Copy out the entries exactly, from the first line to the last.

╭─ DATA TO USE

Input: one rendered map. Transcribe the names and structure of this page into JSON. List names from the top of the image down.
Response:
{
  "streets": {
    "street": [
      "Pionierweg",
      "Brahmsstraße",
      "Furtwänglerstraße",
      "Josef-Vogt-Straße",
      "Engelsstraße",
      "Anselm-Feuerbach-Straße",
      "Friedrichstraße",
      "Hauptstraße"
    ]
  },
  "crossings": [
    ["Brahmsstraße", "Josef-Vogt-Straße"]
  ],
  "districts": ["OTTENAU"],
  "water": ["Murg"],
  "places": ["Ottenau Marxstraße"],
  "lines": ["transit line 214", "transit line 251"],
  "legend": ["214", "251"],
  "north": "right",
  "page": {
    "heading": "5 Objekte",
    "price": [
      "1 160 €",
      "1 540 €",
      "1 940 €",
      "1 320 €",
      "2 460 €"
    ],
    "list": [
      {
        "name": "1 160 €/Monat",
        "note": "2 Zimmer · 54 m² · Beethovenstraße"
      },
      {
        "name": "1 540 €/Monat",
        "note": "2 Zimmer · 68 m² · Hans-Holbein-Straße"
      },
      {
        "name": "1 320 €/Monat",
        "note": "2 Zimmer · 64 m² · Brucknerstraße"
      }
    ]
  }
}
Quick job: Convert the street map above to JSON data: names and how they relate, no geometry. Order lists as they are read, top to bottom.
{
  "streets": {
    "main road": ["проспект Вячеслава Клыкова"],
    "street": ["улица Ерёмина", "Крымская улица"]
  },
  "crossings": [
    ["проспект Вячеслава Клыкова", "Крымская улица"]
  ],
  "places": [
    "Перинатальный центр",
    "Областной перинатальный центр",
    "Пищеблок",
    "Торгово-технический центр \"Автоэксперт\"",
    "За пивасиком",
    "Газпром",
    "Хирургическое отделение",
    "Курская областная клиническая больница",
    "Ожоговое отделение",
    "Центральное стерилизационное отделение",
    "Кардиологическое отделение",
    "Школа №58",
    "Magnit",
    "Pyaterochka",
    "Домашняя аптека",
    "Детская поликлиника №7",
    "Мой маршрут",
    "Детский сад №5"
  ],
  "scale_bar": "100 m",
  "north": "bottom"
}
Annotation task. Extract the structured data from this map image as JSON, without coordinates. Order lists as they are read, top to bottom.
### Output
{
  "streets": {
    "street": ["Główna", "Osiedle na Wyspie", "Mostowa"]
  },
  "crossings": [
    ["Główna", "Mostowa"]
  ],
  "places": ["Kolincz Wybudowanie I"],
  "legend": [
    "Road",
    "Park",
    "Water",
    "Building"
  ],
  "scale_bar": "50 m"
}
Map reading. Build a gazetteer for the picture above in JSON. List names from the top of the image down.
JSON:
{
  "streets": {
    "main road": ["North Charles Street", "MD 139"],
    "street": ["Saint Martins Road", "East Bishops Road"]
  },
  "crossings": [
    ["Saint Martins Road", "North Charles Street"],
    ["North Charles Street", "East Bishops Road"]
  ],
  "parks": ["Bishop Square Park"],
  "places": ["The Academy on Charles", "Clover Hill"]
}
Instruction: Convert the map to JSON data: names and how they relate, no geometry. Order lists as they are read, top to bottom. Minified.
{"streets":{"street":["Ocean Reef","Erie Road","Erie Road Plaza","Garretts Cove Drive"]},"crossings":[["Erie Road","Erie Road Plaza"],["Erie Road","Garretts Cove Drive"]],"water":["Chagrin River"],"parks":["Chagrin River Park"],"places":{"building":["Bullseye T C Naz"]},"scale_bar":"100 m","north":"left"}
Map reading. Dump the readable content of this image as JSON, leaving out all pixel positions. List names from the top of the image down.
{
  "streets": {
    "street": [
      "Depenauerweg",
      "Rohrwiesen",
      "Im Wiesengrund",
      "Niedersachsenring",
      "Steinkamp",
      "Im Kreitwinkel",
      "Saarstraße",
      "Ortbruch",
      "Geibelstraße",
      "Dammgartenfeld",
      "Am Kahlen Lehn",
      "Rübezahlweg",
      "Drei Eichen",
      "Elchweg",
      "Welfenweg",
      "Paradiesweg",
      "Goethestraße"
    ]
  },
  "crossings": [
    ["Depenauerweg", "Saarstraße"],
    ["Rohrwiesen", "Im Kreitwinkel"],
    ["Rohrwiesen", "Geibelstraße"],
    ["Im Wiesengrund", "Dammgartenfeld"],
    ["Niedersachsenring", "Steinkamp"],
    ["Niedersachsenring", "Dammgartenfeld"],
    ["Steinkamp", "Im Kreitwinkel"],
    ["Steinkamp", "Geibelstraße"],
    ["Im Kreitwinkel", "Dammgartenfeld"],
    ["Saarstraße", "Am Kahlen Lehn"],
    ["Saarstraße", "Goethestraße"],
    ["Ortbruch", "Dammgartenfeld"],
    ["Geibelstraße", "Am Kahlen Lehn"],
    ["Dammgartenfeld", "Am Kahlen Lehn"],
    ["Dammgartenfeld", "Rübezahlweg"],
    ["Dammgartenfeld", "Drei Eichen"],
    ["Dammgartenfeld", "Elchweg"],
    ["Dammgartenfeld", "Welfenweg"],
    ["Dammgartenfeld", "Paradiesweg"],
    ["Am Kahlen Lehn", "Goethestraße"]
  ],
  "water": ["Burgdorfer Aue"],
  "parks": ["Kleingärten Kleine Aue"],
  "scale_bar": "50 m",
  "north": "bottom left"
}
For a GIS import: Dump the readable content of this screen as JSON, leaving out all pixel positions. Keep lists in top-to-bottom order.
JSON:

╰─

» EXERCISE ANSWER
Input: one rendered map. Transcribe the names and structure of this page into JSON. List names from the top of the image down.
Response:
{
  "streets": {
    "street": [
      "Pionierweg",
      "Brahmsstraße",
      "Furtwänglerstraße",
      "Josef-Vogt-Straße",
      "Engelsstraße",
      "Anselm-Feuerbach-Straße",
      "Friedrichstraße",
      "Hauptstraße"
    ]
  },
  "crossings": [
    ["Brahmsstraße", "Josef-Vogt-Straße"]
  ],
  "districts": ["OTTENAU"],
  "water": ["Murg"],
  "places": ["Ottenau Marxstraße"],
  "lines": ["transit line 214", "transit line 251"],
  "legend": ["214", "251"],
  "north": "right",
  "page": {
    "heading": "5 Objekte",
    "price": [
      "1 160 €",
      "1 540 €",
      "1 940 €",
      "1 320 €",
      "2 460 €"
    ],
    "list": [
      {
        "name": "1 160 €/Monat",
        "note": "2 Zimmer · 54 m² · Beethovenstraße"
      },
      {
        "name": "1 540 €/Monat",
        "note": "2 Zimmer · 68 m² · Hans-Holbein-Straße"
      },
      {
        "name": "1 320 €/Monat",
        "note": "2 Zimmer · 64 m² · Brucknerstraße"
      }
    ]
  }
}
Quick job: Convert the street map above to JSON data: names and how they relate, no geometry. Order lists as they are read, top to bottom.
{
  "streets": {
    "main road": ["проспект Вячеслава Клыкова"],
    "street": ["улица Ерёмина", "Крымская улица"]
  },
  "crossings": [
    ["проспект Вячеслава Клыкова", "Крымская улица"]
  ],
  "places": [
    "Перинатальный центр",
    "Областной перинатальный центр",
    "Пищеблок",
    "Торгово-технический центр \"Автоэксперт\"",
    "За пивасиком",
    "Газпром",
    "Хирургическое отделение",
    "Курская областная клиническая больница",
    "Ожоговое отделение",
    "Центральное стерилизационное отделение",
    "Кардиологическое отделение",
    "Школа №58",
    "Magnit",
    "Pyaterochka",
    "Домашняя аптека",
    "Детская поликлиника №7",
    "Мой маршрут",
    "Детский сад №5"
  ],
  "scale_bar": "100 m",
  "north": "bottom"
}
Annotation task. Extract the structured data from this map image as JSON, without coordinates. Order lists as they are read, top to bottom.
### Output
{
  "streets": {
    "street": ["Główna", "Osiedle na Wyspie", "Mostowa"]
  },
  "crossings": [
    ["Główna", "Mostowa"]
  ],
  "places": ["Kolincz Wybudowanie I"],
  "legend": [
    "Road",
    "Park",
    "Water",
    "Building"
  ],
  "scale_bar": "50 m"
}
Map reading. Build a gazetteer for the picture above in JSON. List names from the top of the image down.
JSON:
{
  "streets": {
    "main road": ["North Charles Street", "MD 139"],
    "street": ["Saint Martins Road", "East Bishops Road"]
  },
  "crossings": [
    ["Saint Martins Road", "North Charles Street"],
    ["North Charles Street", "East Bishops Road"]
  ],
  "parks": ["Bishop Square Park"],
  "places": ["The Academy on Charles", "Clover Hill"]
}
Instruction: Convert the map to JSON data: names and how they relate, no geometry. Order lists as they are read, top to bottom. Minified.
{"streets":{"street":["Ocean Reef","Erie Road","Erie Road Plaza","Garretts Cove Drive"]},"crossings":[["Erie Road","Erie Road Plaza"],["Erie Road","Garretts Cove Drive"]],"water":["Chagrin River"],"parks":["Chagrin River Park"],"places":{"building":["Bullseye T C Naz"]},"scale_bar":"100 m","north":"left"}
Map reading. Dump the readable content of this image as JSON, leaving out all pixel positions. List names from the top of the image down.
{
  "streets": {
    "street": [
      "Depenauerweg",
      "Rohrwiesen",
      "Im Wiesengrund",
      "Niedersachsenring",
      "Steinkamp",
      "Im Kreitwinkel",
      "Saarstraße",
      "Ortbruch",
      "Geibelstraße",
      "Dammgartenfeld",
      "Am Kahlen Lehn",
      "Rübezahlweg",
      "Drei Eichen",
      "Elchweg",
      "Welfenweg",
      "Paradiesweg",
      "Goethestraße"
    ]
  },
  "crossings": [
    ["Depenauerweg", "Saarstraße"],
    ["Rohrwiesen", "Im Kreitwinkel"],
    ["Rohrwiesen", "Geibelstraße"],
    ["Im Wiesengrund", "Dammgartenfeld"],
    ["Niedersachsenring", "Steinkamp"],
    ["Niedersachsenring", "Dammgartenfeld"],
    ["Steinkamp", "Im Kreitwinkel"],
    ["Steinkamp", "Geibelstraße"],
    ["Im Kreitwinkel", "Dammgartenfeld"],
    ["Saarstraße", "Am Kahlen Lehn"],
    ["Saarstraße", "Goethestraße"],
    ["Ortbruch", "Dammgartenfeld"],
    ["Geibelstraße", "Am Kahlen Lehn"],
    ["Dammgartenfeld", "Am Kahlen Lehn"],
    ["Dammgartenfeld", "Rübezahlweg"],
    ["Dammgartenfeld", "Drei Eichen"],
    ["Dammgartenfeld", "Elchweg"],
    ["Dammgartenfeld", "Welfenweg"],
    ["Dammgartenfeld", "Paradiesweg"],
    ["Am Kahlen Lehn", "Goethestraße"]
  ],
  "water": ["Burgdorfer Aue"],
  "parks": ["Kleingärten Kleine Aue"],
  "scale_bar": "50 m",
  "north": "bottom left"
}
For a GIS import: Dump the readable content of this screen as JSON, leaving out all pixel positions. Keep lists in top-to-bottom order.
JSON:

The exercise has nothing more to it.